### WHAT NEEDS TO BE DONE
Among the entries below, take the line with "top to bottom." and the line with "Parse the map: labels, road", and output them and every line between them exactly, with nothing else.

═══ SOURCE RECORDS

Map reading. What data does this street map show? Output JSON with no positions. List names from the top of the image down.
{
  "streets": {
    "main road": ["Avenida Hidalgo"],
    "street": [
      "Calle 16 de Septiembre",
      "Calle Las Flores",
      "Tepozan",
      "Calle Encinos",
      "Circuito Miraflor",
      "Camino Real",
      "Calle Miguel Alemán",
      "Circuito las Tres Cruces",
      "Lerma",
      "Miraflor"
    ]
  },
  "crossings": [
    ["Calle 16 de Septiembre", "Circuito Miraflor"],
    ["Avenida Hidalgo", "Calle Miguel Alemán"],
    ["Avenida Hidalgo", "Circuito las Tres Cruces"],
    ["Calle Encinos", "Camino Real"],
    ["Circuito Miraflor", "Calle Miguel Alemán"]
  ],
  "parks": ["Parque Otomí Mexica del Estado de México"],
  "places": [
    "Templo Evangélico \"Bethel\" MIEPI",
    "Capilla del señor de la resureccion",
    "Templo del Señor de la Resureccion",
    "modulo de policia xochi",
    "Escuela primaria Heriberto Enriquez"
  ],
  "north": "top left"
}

══════
═══ SOURCE RECORDS

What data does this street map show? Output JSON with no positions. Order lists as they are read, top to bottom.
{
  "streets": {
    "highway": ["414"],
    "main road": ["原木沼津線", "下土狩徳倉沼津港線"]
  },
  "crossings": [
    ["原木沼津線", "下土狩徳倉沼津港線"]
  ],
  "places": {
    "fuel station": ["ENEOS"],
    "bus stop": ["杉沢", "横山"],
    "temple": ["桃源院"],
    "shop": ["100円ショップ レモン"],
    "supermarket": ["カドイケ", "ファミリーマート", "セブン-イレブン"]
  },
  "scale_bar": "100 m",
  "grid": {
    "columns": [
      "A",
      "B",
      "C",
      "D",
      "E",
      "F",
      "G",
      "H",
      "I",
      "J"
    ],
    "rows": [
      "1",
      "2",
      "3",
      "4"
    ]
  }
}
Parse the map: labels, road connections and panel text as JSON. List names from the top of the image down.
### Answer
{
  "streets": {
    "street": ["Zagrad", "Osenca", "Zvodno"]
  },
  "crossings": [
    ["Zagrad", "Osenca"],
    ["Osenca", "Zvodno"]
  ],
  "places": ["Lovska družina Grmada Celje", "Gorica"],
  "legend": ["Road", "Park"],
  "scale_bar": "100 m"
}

══════

### ANSWER TO THIS TASK
What data does this street map show? Output JSON with no positions. Order lists as they are read, top to bottom.
{
  "streets": {
    "highway": ["414"],
    "main road": ["原木沼津線", "下土狩徳倉沼津港線"]
  },
  "crossings": [
    ["原木沼津線", "下土狩徳倉沼津港線"]
  ],
  "places": {
    "fuel station": ["ENEOS"],
    "bus stop": ["杉沢", "横山"],
    "temple": ["桃源院"],
    "shop": ["100円ショップ レモン"],
    "supermarket": ["カドイケ", "ファミリーマート", "セブン-イレブン"]
  },
  "scale_bar": "100 m",
  "grid": {
    "columns": [
      "A",
      "B",
      "C",
      "D",
      "E",
      "F",
      "G",
      "H",
      "I",
      "J"
    ],
    "rows": [
      "1",
      "2",
      "3",
      "4"
    ]
  }
}
Parse the map: labels, road connections and panel text as JSON. List names from the top of the image down.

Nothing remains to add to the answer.